Problem description:
In the records below, count the lines that have "arrive" and answer with the number alone.

Data excerpts:

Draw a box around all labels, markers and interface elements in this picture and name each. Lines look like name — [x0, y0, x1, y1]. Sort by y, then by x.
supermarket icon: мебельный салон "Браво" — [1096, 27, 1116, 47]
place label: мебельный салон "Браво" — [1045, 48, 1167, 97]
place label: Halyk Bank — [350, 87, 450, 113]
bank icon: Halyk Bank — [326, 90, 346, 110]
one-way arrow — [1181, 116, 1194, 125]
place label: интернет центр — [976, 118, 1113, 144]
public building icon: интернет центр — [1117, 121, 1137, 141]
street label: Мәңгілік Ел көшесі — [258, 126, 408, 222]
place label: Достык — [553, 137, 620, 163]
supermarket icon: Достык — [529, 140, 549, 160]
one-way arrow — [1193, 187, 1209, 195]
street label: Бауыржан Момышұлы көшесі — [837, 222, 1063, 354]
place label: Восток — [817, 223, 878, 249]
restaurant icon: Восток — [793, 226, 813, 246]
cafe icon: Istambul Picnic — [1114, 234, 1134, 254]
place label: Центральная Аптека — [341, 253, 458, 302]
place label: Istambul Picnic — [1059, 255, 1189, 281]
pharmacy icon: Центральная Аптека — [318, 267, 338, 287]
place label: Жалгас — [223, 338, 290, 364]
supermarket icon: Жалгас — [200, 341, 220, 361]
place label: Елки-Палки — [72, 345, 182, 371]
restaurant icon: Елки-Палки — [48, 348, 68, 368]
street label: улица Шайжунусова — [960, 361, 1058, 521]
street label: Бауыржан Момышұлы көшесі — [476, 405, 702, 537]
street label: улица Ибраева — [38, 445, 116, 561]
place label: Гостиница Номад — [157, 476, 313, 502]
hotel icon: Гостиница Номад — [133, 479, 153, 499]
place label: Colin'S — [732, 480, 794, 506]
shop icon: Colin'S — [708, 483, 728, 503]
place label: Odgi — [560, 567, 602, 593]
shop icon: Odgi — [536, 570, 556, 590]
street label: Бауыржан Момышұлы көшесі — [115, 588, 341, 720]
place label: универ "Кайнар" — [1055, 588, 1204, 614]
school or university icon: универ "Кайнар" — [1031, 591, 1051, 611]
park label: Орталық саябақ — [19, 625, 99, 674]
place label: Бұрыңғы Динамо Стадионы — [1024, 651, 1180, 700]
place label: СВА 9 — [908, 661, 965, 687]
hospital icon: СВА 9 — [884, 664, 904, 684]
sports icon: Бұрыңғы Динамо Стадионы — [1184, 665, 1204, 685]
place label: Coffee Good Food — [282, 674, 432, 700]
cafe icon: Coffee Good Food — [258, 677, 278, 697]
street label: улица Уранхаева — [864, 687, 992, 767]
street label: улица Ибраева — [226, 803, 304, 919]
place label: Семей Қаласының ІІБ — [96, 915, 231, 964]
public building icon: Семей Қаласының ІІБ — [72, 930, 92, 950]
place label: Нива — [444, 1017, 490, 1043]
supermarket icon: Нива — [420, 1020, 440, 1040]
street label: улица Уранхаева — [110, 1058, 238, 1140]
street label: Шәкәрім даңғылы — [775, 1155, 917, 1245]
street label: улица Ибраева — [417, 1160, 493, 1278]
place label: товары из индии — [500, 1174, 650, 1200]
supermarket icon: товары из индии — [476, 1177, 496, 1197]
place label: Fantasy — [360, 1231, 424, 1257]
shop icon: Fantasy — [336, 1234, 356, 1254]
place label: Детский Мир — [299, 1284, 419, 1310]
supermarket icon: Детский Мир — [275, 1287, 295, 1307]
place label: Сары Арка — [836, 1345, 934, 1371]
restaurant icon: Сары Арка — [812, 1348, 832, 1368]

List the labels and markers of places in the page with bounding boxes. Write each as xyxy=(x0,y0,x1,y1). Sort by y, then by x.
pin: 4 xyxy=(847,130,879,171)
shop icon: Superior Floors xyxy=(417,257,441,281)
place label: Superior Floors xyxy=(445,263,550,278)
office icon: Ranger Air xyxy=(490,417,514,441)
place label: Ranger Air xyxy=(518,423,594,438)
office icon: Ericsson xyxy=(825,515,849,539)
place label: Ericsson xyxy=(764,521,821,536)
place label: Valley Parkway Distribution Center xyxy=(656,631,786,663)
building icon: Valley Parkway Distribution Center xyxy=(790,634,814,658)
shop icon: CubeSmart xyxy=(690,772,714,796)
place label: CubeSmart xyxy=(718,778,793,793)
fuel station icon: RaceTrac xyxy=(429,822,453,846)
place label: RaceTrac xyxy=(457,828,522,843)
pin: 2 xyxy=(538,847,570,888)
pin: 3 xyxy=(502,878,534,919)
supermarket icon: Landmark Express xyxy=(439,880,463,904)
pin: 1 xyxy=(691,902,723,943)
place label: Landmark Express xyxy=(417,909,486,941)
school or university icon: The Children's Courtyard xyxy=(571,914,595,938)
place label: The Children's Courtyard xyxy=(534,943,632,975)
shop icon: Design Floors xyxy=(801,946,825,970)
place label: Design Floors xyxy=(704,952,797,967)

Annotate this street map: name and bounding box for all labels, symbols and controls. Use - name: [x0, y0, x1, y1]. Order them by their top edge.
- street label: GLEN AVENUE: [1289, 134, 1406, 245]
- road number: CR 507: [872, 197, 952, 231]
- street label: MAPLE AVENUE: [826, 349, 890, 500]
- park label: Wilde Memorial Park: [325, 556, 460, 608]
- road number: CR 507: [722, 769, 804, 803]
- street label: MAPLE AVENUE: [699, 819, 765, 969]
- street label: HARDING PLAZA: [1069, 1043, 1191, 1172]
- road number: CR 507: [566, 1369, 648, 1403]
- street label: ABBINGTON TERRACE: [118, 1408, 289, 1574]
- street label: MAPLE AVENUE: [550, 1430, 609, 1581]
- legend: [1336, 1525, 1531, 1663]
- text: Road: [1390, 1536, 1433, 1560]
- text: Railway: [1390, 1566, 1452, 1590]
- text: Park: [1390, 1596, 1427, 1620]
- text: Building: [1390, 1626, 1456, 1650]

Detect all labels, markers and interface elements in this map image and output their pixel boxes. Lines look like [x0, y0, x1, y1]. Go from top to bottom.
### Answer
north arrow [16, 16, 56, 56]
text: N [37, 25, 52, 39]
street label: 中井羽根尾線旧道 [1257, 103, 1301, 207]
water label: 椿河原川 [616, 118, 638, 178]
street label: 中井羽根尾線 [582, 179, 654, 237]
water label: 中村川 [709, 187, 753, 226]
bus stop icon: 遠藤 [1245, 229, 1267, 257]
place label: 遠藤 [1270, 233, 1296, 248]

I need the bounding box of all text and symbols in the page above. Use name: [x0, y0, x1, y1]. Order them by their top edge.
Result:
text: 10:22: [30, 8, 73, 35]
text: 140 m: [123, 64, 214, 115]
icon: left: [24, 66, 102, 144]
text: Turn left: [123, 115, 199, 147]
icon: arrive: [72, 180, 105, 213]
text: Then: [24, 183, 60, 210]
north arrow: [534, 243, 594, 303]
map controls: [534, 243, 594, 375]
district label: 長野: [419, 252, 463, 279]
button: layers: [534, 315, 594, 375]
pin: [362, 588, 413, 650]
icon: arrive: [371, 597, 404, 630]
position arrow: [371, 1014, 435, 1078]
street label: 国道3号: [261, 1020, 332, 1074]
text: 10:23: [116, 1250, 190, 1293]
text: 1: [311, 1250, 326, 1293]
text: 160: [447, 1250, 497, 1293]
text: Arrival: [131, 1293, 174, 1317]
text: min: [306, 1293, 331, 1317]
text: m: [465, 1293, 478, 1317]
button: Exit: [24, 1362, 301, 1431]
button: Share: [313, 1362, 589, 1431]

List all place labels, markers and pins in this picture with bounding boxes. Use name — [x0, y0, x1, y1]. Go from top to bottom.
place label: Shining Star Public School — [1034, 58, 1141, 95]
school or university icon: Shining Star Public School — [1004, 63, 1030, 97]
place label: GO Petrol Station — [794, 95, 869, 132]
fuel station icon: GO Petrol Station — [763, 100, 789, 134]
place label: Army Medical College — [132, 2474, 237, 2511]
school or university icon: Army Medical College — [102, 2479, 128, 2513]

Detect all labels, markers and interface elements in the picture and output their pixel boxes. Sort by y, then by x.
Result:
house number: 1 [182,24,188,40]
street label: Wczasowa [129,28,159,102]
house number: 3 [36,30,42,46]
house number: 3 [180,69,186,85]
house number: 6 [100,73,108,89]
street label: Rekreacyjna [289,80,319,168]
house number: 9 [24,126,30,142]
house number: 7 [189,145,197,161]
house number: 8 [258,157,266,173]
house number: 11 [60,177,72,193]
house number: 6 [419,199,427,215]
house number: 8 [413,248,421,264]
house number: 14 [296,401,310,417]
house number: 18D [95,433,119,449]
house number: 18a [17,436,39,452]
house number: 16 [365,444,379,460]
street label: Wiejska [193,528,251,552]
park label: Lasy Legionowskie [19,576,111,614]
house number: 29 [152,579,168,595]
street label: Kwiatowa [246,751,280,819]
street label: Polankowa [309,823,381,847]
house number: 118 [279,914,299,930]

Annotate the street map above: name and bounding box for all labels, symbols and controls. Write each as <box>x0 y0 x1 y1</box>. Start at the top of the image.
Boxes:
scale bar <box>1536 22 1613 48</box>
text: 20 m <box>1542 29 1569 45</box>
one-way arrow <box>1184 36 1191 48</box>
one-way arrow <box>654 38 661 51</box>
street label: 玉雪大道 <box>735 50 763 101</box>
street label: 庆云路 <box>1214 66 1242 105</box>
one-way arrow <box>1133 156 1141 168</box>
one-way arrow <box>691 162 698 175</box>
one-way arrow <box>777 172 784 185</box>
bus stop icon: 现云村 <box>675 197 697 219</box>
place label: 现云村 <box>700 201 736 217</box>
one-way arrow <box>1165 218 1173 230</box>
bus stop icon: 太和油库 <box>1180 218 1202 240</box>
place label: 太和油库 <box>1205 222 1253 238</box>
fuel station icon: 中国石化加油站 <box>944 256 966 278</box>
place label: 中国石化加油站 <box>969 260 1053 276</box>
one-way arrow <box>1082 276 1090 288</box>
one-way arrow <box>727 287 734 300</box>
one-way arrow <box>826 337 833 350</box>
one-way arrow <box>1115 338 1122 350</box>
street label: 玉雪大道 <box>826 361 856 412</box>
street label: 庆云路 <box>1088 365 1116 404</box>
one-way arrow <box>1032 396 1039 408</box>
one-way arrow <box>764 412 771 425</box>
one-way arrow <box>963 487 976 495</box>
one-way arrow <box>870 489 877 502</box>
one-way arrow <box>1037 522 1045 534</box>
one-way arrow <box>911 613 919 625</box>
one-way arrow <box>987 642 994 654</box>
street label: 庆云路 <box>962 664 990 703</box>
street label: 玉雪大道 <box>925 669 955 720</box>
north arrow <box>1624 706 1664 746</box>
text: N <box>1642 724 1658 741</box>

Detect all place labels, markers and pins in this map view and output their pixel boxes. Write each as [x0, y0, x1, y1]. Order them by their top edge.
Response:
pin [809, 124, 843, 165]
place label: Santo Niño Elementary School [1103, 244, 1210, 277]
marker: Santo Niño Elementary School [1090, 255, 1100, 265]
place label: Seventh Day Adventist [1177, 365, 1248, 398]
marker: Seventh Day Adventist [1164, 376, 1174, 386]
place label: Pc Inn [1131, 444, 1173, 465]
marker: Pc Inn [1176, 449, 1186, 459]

Output:
2